GRAMSCI
June 18, 2026 · View on GitHub
GRAph Made Statistics for Cosmological Information — fast 2-, 3- and 4-point correlation functions (including the parity-odd 4PCF) of 3D point sets, built on a graph-database representation of the pair graph.
GRAMSCI measures the N-point correlation functions of a 3D catalogue (a galaxy
survey, a simulation box, …). It builds a KD-tree, stores each point's
neighbours within rmax as a compact adjacency graph, and then counts N-point
configurations directly from the graph — the design principle that makes it
fast and memory-light.
- 2PCF (with optional μ bins), full 3PCF (all triangles) + equilateral, full 4PCF, and the parity-odd 4PCF.
- Runs on CPU (OpenMP), any GPU via OpenCL (incl. Apple Silicon), or NVIDIA GPUs via OpenACC — same command-line interface and outputs.
- A Python API that takes NumPy arrays, plus a command-line tool.
Sabiu, Hoyle, Kim & Li, ApJS 242, 29 (2019), arXiv:1901.00296. Please cite if you use GRAMSCI — see Citation.
Install
Needs a Fortran compiler with OpenMP (gfortran).
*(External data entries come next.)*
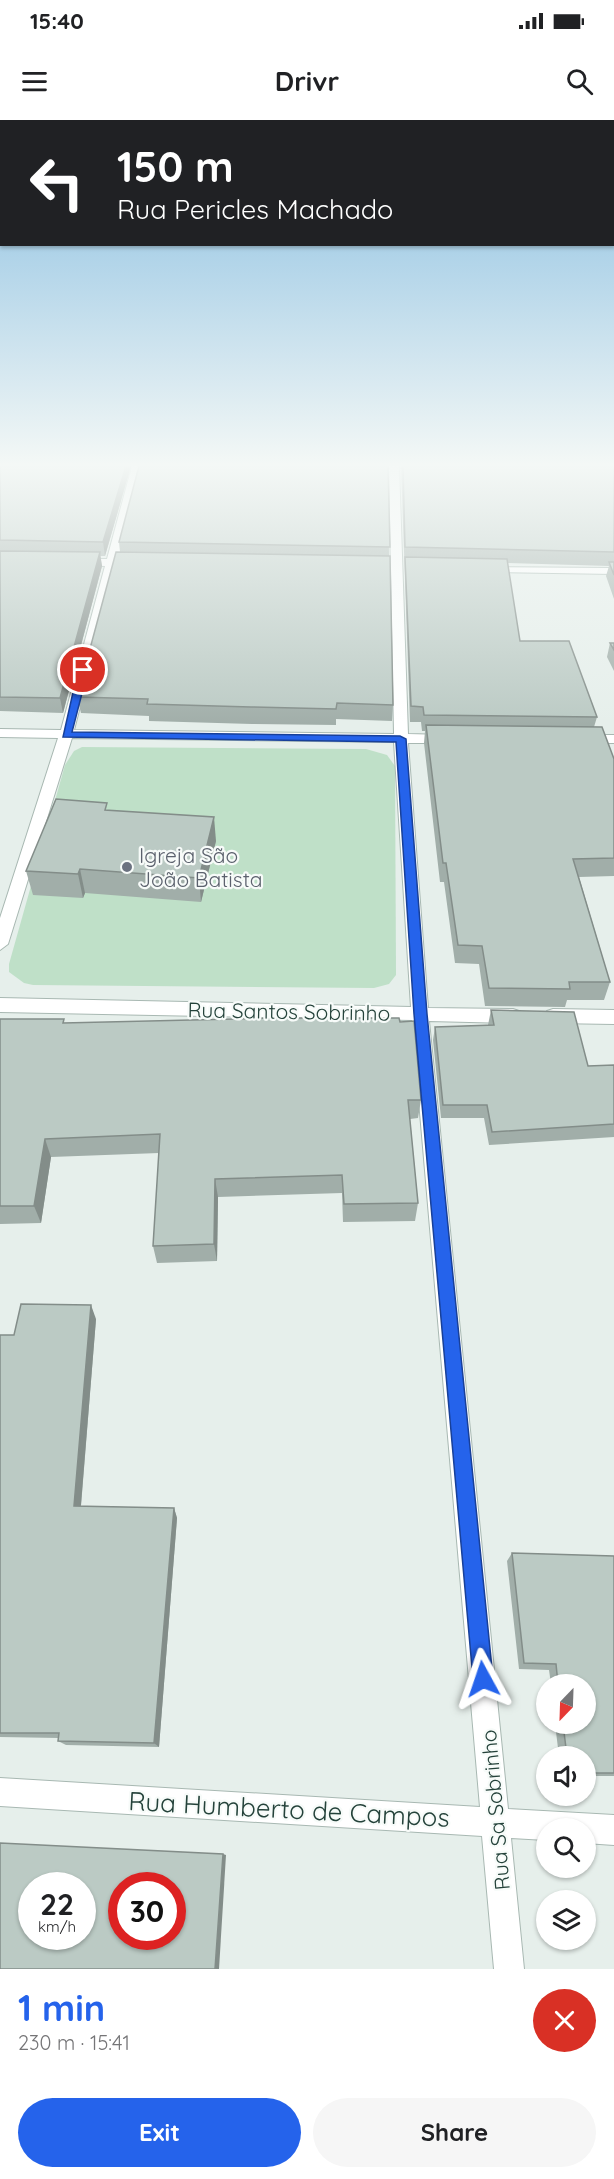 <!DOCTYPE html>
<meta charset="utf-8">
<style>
:root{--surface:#fff;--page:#f6f6f6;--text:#202124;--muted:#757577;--accent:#2563eb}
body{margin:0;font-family:Quicksand,sans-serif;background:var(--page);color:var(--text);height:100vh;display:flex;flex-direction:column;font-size:22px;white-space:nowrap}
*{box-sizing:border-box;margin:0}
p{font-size:20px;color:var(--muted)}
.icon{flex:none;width:33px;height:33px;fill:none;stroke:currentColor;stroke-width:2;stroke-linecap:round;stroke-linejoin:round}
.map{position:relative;height:1849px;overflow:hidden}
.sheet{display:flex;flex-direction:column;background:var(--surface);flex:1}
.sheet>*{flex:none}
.hud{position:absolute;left:0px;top:0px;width:615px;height:126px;box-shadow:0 2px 4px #0004;background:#202124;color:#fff;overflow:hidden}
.needle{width:39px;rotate:203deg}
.controls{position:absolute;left:536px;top:1554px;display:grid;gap:12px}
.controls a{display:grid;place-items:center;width:60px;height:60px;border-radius:50%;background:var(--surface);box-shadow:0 2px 4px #0004;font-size:30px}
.speed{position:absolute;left:18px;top:1752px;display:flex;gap:12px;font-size:30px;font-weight:700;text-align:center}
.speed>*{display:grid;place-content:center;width:78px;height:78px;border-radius:50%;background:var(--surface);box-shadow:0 2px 4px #0004;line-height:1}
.speed small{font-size:15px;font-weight:400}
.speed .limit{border:9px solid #d22;background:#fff;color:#111}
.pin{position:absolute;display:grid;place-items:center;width:51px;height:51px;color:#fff;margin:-26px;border:3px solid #fff;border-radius:50%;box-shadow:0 2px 6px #0007}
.me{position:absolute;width:66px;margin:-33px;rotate:355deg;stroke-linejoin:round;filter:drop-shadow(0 0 4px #0008)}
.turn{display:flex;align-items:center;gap:21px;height:126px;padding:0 18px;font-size:27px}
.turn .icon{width:78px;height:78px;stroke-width:2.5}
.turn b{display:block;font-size:42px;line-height:51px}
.round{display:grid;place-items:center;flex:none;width:63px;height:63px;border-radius:32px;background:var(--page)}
.head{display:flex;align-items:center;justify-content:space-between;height:102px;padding:0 18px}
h1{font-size:36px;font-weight:700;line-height:45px;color:var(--accent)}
.action{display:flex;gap:12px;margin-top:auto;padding:12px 18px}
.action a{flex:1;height:69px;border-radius:36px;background:var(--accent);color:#fff;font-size:24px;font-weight:700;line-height:69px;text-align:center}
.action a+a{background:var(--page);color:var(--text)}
.status{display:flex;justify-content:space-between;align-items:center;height:42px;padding:0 30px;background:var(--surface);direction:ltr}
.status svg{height:16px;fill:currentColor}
header{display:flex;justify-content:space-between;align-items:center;height:78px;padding:0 18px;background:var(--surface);font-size:27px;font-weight:700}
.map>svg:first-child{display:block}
</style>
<div class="status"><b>15:40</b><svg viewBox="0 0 49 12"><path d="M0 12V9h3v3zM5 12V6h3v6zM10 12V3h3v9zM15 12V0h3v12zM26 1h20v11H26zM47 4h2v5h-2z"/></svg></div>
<header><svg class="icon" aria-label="menu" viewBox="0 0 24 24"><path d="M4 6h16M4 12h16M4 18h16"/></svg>Drivr<svg class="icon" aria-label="search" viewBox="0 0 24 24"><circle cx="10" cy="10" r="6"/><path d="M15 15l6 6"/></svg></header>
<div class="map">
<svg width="614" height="1849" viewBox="0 0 614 1849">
<rect width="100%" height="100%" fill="#e6efeb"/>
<path fill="#bfe0c8" d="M82 627 366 629 387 635 395 646 396 855 389 864 374 868 33 865 24 863 9 852V844L65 645 74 631Z"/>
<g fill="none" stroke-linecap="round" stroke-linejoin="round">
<defs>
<g id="minor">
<path d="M132 346H142L118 439 138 440 144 443 138 446H116L74 610 394 614 389 346H399L408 614 447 615 454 619 447 623H408L428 888 513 889 519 891 522 896 519 901 513 903 429 901 508 1689 614 1695V1725L585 1723V1708H546V1720L511 1718 524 1849H494L482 1716 0 1686V1658L480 1687 412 900 0 892V878L411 887 394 622 72 618 8 824 0 830V798L58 618 0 617V609L61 610 105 446 79 445 73 442 79 439H107Z"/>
<path d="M480 447 614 448V454L484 452 478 449Z"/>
<path d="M614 615V623H583L576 619 583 615Z"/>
<path d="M553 889 614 890V904L553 903 547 901 544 896 547 891Z"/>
</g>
</defs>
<use href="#minor" stroke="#a8b8b2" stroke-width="2"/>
<use href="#minor" fill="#fff" fill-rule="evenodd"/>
</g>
<g fill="#a1aea9">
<path d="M0 346H131L105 436H100L102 446 63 593 0 591Z"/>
<path d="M139 346H388L389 436 393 585 392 601 336 599V605L252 604 149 601V596L81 593 77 577 120 432 119 422Z"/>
<path d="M401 346H614V479L606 456 609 446 507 443 520 521 597 597 594 607 614 639V756L579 757 610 862 604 880H567L565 887 485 886 479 844 455 843 444 762H440L424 623 425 611H422L421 602H410Z"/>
<path d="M610 523H614V551L607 537Z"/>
<path d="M216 721 201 782 85 773 83 778 33 775 26 751Z"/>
<path d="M491 890 588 946 614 945V1017L489 1025 484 998H441L433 920 435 907 488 905Z"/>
<path d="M0 899 65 903 421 980 418 998 410 999 418 1083 415 1101 343 1102 342 1073 218 1077 217 1141 157 1143 153 1126 159 1033 51 1037 41 1103 0 1104Z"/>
<path d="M96 1199 81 1386 174 1388 177 1398 159 1627 66 1625 58 1621 59 1618 0 1617V1215H14Z"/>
<path d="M512 1433 614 1436V1656H585V1636H559L555 1604H585V1564H551L549 1550 519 1549 507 1441Z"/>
</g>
<g fill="#838d89">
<path d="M126 346H131L105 436 103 422Z"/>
<path d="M100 432 102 446 63 593 60 578Z"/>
<path d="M214 697 216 721 201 782 199 758Z"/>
<path d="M80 749 85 773 83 778 78 754Z"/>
<path d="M45 1019 51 1037 41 1103 34 1086Z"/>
<path d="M215 1059 218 1077 217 1141 214 1124Z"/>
<path d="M91 1185 96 1199 80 1396 74 1386Z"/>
<path d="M174 1388 177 1398 159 1627 154 1623Z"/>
<path d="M223 1734 226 1735 219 1849H215Z"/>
</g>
<g fill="#bbcac4" stroke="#838d89" stroke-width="1.5" fill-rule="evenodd">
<path d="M0 346H126L103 422 0 420Z"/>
<path d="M139 346H388L390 427 119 422Z"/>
<path d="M403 346H614V432L405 427Z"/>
<path d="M0 431 100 432 60 578 0 577Z"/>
<path d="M116 432 390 436 393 585 337 583 336 589 251 587 147 584 148 579 77 577Z"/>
<path d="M405 437 507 439 520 521H569L597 597 424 595 423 587 411 586Z"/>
<path d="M609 442H614V455Z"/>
<path d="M610 523H614V530Z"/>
<path d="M426 605 602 607 614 639V738L573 739 610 862H569L570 869 489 868 482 826 458 825 446 743H443Z"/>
<path d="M56 679 107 683 105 690 214 697 199 758 80 749 78 754 26 751Z"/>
<path d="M491 890 574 892 588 946 614 945V1004L492 1012 487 985H443L435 907 494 905Z"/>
<path d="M274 898H399L400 902 414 901 421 980H408L418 1083 344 1084 342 1055 215 1059 214 1124 153 1126 160 1014 45 1019 34 1086H0V899H64L63 903Z"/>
<path d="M21 1184 91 1185 74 1386 174 1388 154 1623 58 1621 59 1613H0V1215H14Z"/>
<path d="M512 1433 614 1436V1653H585V1636H567L563 1604H585V1564H558L556 1544 524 1543Z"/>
<path d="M0 1723 223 1734 215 1849H0ZM32 1766H82V1816H32ZM122 1766H172V1816H122Z"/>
</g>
<linearGradient id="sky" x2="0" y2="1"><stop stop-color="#84bce0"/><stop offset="0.57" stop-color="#f4f8f6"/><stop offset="1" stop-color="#f4f8f6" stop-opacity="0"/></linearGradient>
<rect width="614" height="605" fill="url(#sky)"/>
<path fill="#2563eb" stroke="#184099" stroke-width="1.5" d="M83 547 88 550 72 612 400 616 406 619 427 894 493 1559 490 1566 483 1569 475 1566 473 1559 414 894 396 622 63 617 78 550Z"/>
<circle fill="#6b7280" stroke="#f7fbf9" stroke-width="2" cx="127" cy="747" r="6"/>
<g text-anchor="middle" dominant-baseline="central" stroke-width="4.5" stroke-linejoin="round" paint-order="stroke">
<g font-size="21" fill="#5b616d" stroke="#f7fbf9" text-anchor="start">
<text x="139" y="735">Igreja São<tspan x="139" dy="24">João Batista</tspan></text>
</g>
<g font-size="21" fill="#24423a" stroke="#f7fbf9">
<text transform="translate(289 891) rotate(1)">Rua Santos Sobrinho</text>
<text transform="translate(495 1690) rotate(-95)">Rua Sa Sobrinho</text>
</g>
<g font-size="26" fill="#24423a" stroke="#f7fbf9">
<text transform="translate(289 1689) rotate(3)">Rua Humberto de Campos</text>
</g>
</g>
</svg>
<div class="controls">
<a><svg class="needle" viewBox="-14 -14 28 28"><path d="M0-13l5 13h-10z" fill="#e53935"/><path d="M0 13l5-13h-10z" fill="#757577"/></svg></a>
<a><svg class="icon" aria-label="sound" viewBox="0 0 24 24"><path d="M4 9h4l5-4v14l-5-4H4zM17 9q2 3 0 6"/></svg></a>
<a><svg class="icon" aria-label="search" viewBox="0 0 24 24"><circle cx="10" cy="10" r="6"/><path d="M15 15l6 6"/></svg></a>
<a><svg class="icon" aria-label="layers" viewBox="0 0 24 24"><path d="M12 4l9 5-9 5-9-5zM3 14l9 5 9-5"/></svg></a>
</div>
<div class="speed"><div>22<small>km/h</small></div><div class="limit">30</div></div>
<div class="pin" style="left:83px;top:550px;background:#d93025"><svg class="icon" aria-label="arrive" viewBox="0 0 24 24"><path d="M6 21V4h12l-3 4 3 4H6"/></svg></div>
<svg class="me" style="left:483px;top:1559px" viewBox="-20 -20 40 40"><path d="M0-17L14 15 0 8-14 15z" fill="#2563eb" stroke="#fff" stroke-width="4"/></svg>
<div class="hud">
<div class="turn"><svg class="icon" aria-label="left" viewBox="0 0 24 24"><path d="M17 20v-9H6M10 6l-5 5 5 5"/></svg><div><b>150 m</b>Rua Pericles Machado</div></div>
</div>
</div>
<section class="sheet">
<div class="head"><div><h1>1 min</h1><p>230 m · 15:41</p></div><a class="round" style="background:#d93025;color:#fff"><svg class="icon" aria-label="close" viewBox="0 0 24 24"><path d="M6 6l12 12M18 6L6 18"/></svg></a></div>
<div class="action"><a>Exit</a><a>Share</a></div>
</section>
On macOS: brew install gcc.
On macOS the build auto-detects the SDK for the linker.
git clone <repo-url> gramsci && cd gramsci
make # builds bin/gramsci (+ bin/domain_decomposition)
pip install -e python # optional: the Python interface (needs numpy)
Optional GPU builds — identical CLI and output formats:
make gpu # portable OpenCL -> bin/gramsci_cl (Apple Silicon / AMD / Intel; see src_opencl/)
make cuda # NVIDIA OpenACC -> bin/gramsci_gpu (needs nvfortran; see src_gpu/)
Quickstart — Python
import numpy as np
import gramsci
data = ... # (N, 3) array of x, y, z in comoving Mpc/h
wd = ... # (N,) per-object weights
rand = ... # (M, 3) random catalogue covering the same volume
wr = ... # (M,) random weights
# --- 2-point correlation function ---
xi = gramsci.compute_2pcf(data, wd, rand, wr, rmin=1, rmax=150, nbins=30)
# xi.r, xi.xi, xi.NN, xi.RR
# --- 3-point correlation function (all triangle configurations) ---
z = gramsci.compute_3pcf(data, wd, rand, wr, rmin=20, rmax=140, nbins=10)
# one row per (r1, r2, r3) triangle: z.r1, z.r2, z.r3, z.zeta
# --- connected & parity 4PCF ---
q = gramsci.compute_4pcf(data, wd, rand, wr, rmin=20, rmax=140, nbins=4) # q.zeta_conn
qp = gramsci.compute_4pcf(data, wd, rand, wr, rmin=20, rmax=140, nbins=4, parity=True) # qp.zeta_even, qp.zeta_odd
Each call returns a small result object whose attributes are NumPy arrays. Point
it at a GPU build with binary="bin/gramsci_cl" or export GRAMSCI_BIN=....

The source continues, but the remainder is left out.